Pourquoi votre site sur Wix ne vous appartient pas

Site internet · septembre 2026 · 3 min de lecture

La question tombe toujours au même moment : quand le client veut changer de prestataire, ou simplement payer moins cher.

Ce que vous possédez vraiment

Sur une plateforme fermée, vous possédez trois choses : votre nom de domaine, si vous l'avez acheté vous-même, vos textes, et vos images.

Vous ne possédez pas le site. Ni le modèle, ni le code, ni la base de données, ni la mise en page. Ce sont des éléments de la plateforme, mis à disposition tant que vous payez.

Le test qui tranche

Posez-vous cette question : si j'arrête de payer demain, qu'est-ce que je garde ?

Sur une plateforme fermée, la réponse est : un export de vos textes, parfois vos images, et rien d'autre. Pas de fichiers transférables chez un autre hébergeur. Le site disparaît avec l'abonnement.

Sur un site classique, vous récupérez un dossier de fichiers et une base de données. N'importe quel prestataire peut les reprendre.

Les trois conséquences concrètes

Vous ne pouvez pas faire jouer la concurrence. Changer de prestataire signifie tout refaire. Le devis de refonte devient le prix de votre liberté.
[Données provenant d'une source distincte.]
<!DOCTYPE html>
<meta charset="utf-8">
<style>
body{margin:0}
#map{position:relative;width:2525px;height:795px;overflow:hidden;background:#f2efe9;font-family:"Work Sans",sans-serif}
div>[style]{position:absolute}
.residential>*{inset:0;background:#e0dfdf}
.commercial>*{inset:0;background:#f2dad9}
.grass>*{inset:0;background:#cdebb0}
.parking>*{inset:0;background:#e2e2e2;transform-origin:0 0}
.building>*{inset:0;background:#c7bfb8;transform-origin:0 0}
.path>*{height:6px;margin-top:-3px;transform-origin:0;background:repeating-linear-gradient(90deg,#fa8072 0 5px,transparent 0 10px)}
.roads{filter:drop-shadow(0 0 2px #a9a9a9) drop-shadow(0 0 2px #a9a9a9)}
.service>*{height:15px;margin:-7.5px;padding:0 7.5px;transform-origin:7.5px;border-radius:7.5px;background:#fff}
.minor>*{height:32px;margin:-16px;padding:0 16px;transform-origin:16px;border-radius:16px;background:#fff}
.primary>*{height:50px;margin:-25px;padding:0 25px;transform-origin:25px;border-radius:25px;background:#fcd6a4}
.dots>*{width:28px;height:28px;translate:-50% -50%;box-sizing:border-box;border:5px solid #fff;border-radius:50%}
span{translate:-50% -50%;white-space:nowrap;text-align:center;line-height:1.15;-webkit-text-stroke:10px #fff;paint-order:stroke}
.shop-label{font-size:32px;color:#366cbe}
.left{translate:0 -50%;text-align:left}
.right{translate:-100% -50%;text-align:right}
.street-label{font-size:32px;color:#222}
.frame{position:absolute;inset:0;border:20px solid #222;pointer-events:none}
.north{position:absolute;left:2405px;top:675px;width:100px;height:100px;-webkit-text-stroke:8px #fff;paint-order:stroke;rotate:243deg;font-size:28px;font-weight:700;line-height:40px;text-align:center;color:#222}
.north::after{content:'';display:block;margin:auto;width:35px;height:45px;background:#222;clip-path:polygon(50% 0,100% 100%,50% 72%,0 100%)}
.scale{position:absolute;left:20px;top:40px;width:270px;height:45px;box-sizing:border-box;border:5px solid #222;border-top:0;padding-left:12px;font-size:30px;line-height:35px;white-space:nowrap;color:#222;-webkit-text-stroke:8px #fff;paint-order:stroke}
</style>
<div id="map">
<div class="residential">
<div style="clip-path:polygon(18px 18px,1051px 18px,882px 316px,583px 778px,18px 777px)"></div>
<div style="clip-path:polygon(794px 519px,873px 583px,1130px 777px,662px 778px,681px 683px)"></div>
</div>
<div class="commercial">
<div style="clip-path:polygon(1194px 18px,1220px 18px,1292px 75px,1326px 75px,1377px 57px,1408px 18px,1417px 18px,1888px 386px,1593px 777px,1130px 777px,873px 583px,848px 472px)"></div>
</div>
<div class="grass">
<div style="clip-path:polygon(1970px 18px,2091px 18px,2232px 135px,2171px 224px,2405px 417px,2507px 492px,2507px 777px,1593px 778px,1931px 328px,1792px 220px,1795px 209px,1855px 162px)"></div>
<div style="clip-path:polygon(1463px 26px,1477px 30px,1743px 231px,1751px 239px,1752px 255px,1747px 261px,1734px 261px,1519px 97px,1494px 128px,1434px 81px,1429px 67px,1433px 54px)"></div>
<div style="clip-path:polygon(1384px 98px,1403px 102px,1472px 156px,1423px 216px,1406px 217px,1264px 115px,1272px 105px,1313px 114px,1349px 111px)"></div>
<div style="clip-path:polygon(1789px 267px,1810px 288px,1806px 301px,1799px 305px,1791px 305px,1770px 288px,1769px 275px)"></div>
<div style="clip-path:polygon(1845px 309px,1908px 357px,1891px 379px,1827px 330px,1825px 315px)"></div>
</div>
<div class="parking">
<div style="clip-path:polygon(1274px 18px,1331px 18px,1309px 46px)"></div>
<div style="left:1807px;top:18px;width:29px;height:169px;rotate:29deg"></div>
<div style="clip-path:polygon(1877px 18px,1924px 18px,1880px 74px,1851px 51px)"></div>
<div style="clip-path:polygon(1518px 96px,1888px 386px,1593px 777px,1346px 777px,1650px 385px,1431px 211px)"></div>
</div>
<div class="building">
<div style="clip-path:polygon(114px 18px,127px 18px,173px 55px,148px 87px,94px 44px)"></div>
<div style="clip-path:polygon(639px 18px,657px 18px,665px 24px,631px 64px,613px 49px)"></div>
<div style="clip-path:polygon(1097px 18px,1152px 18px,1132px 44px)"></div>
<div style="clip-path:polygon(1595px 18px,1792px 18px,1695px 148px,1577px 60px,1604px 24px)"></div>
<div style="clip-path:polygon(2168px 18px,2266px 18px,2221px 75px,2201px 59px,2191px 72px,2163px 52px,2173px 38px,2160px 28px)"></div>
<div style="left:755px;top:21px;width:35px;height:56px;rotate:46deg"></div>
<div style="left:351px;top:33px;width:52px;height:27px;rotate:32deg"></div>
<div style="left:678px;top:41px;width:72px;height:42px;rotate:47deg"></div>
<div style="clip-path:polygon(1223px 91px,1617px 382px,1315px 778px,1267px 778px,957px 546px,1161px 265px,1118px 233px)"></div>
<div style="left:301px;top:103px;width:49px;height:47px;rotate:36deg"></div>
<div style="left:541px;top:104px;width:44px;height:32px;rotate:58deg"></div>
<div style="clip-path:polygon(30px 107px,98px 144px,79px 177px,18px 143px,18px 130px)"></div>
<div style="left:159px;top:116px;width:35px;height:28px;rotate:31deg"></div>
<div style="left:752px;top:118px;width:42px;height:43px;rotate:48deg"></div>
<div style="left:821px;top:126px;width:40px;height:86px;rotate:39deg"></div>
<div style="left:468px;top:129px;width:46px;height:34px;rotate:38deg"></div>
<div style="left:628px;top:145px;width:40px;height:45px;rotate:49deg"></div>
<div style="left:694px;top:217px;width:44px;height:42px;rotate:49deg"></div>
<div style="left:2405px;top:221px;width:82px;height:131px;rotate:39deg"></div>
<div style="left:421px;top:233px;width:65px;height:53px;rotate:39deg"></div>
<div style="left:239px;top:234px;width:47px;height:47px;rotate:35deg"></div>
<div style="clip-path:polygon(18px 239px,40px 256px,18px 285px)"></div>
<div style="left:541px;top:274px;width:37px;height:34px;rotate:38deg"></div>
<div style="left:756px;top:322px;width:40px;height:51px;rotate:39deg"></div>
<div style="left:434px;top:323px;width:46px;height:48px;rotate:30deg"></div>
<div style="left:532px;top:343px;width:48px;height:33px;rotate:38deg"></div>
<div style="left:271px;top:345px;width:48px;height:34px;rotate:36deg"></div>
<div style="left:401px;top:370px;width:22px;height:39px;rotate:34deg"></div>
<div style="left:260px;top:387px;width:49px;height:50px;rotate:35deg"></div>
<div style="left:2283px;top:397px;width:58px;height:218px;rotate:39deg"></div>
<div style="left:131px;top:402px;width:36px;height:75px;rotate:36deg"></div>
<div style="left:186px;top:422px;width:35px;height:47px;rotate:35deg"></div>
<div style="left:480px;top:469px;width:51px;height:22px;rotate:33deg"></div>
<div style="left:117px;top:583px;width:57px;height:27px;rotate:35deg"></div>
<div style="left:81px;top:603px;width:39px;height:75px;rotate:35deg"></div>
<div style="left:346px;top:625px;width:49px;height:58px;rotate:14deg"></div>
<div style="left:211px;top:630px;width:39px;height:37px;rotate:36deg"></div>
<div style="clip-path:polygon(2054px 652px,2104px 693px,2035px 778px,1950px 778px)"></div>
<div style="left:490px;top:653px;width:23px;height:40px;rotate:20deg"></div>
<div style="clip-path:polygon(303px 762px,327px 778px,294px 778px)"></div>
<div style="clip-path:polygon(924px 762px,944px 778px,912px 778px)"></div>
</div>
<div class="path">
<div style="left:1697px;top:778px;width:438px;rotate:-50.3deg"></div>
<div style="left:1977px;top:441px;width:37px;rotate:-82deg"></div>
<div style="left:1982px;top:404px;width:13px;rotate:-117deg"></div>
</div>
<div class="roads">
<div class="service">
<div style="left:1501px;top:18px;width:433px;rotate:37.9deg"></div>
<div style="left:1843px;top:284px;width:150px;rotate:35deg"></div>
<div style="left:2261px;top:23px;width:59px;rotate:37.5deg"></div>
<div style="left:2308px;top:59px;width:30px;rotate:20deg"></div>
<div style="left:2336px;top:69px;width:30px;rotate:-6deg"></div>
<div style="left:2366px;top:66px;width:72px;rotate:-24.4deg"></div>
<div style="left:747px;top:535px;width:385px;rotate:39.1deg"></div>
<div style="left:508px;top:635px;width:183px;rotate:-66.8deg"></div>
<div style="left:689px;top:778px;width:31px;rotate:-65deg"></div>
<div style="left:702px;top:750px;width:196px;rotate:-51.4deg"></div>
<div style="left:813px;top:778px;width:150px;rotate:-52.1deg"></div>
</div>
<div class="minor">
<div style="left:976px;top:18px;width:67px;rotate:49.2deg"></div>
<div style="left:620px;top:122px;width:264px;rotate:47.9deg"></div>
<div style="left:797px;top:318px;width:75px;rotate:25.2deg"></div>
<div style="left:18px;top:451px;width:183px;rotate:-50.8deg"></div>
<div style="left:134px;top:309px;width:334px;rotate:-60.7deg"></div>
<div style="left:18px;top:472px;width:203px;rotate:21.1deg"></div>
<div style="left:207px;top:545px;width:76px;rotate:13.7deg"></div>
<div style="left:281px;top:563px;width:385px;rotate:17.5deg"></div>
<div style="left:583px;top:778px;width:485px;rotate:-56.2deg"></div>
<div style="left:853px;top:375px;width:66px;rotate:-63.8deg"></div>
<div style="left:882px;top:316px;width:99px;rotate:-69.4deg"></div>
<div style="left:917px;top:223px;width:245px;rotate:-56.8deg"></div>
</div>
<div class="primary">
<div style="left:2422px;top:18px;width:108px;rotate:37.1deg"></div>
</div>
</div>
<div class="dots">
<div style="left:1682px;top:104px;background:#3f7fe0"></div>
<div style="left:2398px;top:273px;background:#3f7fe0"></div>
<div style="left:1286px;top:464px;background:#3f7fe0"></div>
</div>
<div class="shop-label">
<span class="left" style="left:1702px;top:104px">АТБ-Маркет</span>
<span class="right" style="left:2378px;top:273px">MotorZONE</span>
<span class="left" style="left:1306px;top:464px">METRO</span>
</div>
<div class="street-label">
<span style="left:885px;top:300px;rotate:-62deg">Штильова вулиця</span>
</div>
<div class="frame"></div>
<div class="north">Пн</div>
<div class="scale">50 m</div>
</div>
Le référencement part avec. Les URL changent, la structure change, et les positions acquises se reconstruisent.

Vous dépendez des choix d'un tiers. Une fonction supprimée, un tarif revu, une condition modifiée : vous subissez.

Est-ce toujours un mauvais choix ?

Non, et il faut le dire. Pour une activité saisonnière, une page de présentation sans enjeu commercial, ou un besoin à trois mois, une plateforme fermée est rapide et suffisante.

Cela devient un problème quand le site rapporte des clients. À ce moment-là, il devient un actif de l'entreprise, et un actif qu'on ne possède pas n'en est pas un.

Le cas des communes

Pour une collectivité, la question se double d'une contrainte juridique. Les données des administrés doivent être hébergées dans des conditions maîtrisées, et le site doit respecter le RGAA. Sur une plateforme fermée, ces deux points ne dépendent plus de vous.

Le nom de domaine, le piège discret

Vérifiez qui est titulaire du vôtre. Quand la plateforme ou le prestataire l'a acheté pour vous, c'est parfois son nom qui figure comme propriétaire.

La conséquence se découvre au pire moment : vous voulez partir, et vous ne pouvez pas emmener votre adresse. Or le nom de domaine porte votre référencement, vos adresses e-mail et vos cartes de visite.

Le test est simple : connectez-vous chez le bureau d'enregistrement. Si vous n'avez pas d'accès, vous n'êtes pas titulaire.

Et les adresses e-mail

Même raisonnement, avec un enjeu plus immédiat. Beaucoup de très petites entreprises utilisent encore une adresse en gmail.com ou orange.fr pour leur activité.

Outre l'effet produit sur un prospect, cela signifie que votre historique commercial vit chez un tiers, sous un compte personnel. Le jour où la personne qui détient ce compte part, l'historique part avec elle.

Ce qu'il faut vérifier, dans l'ordre

Qui est titulaire du nom de domaine. Qui détient les accès à l'hébergement. Où sont les sauvegardes du site, et qui peut les restaurer. Ce que vous récupérez si vous arrêtez de payer demain.

Quatre questions, quelques minutes. Si vous ne pouvez répondre à aucune, votre site n'est pas un actif de votre entreprise : c'est un abonnement.

Combien coûte vraiment la plateforme fermée

Le tarif mensuel annoncé est rarement le tarif final. Il faut souvent y ajouter le nom de domaine, la suppression des publicités, les adresses e-mail professionnelles, l'espace de stockage et les modules payants.

Sur cinq ans, l'addition dépasse fréquemment le coût d'un site classique livré une fois pour toutes, hébergement compris. La différence n'est pas le montant : c'est qu'au bout de cinq ans, dans un cas, vous ne possédez toujours rien.

Ce qu'on fait quand on récupère un site fermé

La reprise consiste à récupérer ce qui peut l'être, textes et images, et à reconstruire le reste. Recenser les URL de l'ancien site pour les rediriger une à une vers les nouvelles évite de perdre le référencement acquis.

C'est faisable, ça prend quelques jours, et ça ne se représente pas. Mieux vaut donc poser la question de la propriété au moment de la création qu'au moment du départ.